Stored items

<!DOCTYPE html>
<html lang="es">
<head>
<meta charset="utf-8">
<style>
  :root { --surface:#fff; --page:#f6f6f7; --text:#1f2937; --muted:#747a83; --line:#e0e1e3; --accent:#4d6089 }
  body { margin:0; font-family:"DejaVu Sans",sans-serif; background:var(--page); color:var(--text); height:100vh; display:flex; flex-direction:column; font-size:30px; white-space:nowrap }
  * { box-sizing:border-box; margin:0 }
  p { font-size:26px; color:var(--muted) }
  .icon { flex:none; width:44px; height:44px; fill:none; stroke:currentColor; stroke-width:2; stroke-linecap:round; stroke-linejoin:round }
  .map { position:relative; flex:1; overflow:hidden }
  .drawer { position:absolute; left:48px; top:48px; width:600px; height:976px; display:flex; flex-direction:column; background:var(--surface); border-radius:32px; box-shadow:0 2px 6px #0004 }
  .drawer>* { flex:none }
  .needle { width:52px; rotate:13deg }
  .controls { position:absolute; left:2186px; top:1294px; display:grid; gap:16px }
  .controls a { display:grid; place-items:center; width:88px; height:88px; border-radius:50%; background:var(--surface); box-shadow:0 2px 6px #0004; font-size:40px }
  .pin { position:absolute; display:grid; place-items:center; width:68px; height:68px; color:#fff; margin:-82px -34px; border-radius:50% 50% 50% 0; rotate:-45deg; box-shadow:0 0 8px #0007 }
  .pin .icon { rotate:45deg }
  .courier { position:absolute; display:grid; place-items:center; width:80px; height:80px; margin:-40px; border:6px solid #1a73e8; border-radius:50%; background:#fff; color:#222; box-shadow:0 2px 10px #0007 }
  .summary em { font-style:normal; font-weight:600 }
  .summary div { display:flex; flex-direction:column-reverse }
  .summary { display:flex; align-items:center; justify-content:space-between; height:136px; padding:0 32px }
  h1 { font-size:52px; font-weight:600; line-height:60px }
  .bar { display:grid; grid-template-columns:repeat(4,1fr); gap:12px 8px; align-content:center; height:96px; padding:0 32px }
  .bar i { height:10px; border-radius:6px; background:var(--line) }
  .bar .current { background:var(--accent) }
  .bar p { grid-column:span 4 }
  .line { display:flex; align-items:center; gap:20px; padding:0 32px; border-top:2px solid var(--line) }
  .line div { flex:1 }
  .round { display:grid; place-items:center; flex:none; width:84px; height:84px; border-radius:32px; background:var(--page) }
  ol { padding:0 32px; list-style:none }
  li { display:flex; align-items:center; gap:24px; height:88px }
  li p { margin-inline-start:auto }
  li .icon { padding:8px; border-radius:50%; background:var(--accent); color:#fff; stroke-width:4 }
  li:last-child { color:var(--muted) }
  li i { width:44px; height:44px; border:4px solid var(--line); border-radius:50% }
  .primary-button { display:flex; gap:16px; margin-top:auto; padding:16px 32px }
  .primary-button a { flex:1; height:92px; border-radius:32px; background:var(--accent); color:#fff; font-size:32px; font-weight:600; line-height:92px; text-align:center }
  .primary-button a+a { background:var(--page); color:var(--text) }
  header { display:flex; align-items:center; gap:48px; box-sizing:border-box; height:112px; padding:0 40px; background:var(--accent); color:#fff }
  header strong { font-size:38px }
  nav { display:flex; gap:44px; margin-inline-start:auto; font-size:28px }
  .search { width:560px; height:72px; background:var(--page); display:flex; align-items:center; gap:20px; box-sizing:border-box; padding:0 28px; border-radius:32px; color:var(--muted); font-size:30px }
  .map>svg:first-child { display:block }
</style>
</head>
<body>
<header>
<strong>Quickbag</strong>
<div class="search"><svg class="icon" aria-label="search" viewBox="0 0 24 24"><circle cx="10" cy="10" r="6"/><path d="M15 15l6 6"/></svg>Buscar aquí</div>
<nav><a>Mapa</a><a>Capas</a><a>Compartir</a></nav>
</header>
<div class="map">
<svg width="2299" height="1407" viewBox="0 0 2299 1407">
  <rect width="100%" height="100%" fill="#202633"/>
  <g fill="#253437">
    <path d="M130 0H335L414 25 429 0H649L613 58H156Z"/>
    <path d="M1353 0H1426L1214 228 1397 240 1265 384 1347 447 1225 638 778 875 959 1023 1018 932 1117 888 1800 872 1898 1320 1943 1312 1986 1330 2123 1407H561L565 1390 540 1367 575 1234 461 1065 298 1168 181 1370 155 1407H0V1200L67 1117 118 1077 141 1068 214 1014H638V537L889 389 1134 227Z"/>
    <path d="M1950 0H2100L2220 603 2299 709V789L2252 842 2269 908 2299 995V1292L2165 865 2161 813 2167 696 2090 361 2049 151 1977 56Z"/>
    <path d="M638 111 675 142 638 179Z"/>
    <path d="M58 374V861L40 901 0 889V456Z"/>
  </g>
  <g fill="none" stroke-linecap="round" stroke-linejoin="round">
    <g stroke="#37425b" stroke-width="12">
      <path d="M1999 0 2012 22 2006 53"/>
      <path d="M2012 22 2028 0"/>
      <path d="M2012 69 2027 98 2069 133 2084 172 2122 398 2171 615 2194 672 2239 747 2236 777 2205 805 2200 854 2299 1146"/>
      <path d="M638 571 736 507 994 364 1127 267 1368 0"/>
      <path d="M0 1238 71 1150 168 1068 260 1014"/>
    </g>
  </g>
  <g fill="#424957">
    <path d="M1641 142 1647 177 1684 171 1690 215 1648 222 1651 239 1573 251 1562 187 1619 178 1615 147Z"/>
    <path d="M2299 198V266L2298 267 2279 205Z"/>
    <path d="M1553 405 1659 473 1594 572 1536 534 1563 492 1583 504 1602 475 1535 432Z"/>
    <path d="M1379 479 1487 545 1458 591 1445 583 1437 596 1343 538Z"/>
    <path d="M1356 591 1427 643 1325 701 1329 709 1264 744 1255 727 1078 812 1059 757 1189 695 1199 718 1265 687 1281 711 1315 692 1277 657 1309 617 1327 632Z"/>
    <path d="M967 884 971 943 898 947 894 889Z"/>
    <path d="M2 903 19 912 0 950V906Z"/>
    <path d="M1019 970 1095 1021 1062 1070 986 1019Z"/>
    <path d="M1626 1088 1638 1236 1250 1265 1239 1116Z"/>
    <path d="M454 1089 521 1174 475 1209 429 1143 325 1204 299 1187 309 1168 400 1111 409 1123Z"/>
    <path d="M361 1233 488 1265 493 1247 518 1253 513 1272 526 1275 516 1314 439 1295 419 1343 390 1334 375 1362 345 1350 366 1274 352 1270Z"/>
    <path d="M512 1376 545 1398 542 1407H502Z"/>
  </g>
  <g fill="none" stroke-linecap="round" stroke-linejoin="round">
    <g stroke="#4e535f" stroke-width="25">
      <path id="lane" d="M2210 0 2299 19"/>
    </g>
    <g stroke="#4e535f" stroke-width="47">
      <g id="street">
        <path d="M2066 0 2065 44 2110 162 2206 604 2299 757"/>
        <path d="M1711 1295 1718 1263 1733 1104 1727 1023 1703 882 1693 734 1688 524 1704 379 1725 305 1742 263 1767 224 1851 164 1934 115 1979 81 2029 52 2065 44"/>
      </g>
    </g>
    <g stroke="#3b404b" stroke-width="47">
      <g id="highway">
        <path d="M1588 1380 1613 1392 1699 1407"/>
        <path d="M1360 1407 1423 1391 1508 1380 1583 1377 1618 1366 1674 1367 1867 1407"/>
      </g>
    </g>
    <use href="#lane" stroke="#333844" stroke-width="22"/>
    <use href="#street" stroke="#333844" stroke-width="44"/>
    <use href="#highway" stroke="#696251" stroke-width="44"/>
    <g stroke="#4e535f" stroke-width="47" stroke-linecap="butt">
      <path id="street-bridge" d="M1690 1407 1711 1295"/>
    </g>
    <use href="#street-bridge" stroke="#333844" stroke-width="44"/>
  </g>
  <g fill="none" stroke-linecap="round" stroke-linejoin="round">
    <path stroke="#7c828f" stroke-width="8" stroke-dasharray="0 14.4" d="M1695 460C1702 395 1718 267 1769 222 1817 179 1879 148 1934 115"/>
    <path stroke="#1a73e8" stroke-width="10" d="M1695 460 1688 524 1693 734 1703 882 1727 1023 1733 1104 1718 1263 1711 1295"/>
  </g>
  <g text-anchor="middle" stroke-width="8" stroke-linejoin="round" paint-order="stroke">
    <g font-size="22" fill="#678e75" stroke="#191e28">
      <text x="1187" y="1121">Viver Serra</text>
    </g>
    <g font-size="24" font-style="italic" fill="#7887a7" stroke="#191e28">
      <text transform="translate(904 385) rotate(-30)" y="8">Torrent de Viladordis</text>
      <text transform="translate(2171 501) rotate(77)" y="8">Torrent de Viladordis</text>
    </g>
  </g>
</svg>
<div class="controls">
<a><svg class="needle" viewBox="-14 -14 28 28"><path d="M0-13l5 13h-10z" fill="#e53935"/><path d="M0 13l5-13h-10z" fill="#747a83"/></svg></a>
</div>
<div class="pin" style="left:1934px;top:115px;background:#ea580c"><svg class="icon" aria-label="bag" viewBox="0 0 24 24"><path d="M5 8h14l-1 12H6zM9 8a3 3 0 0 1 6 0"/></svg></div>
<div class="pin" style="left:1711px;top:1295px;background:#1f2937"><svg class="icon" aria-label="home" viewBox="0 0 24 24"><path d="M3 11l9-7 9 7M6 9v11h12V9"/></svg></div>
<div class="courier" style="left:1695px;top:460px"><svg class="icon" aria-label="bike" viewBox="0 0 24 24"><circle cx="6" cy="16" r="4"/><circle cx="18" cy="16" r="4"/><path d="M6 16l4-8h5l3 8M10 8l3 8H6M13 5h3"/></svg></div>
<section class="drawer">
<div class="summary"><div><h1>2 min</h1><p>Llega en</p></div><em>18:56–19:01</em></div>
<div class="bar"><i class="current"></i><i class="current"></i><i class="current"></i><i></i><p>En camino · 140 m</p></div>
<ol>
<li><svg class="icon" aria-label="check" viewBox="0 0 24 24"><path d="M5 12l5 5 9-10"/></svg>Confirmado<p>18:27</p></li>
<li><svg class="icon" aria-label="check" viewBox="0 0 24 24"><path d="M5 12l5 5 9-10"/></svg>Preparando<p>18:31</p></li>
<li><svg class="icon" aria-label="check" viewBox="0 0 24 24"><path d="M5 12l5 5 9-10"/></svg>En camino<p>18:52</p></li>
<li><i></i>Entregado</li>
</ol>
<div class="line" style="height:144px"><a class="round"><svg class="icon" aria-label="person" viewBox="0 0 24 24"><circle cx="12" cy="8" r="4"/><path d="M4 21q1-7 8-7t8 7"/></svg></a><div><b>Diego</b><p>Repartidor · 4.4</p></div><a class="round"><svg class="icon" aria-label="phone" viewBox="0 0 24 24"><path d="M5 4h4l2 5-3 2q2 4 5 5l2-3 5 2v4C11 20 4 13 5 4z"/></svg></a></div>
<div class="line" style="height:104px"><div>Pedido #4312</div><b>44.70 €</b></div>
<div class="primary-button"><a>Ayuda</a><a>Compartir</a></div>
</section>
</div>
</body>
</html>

Task directions »
Return each line of the entries that holds the string "translate".

Output for this exercise »
      <text transform="translate(904 385) rotate(-30)" y="8">Torrent de Viladordis</text>
      <text transform="translate(2171 501) rotate(77)" y="8">Torrent de Viladordis</text>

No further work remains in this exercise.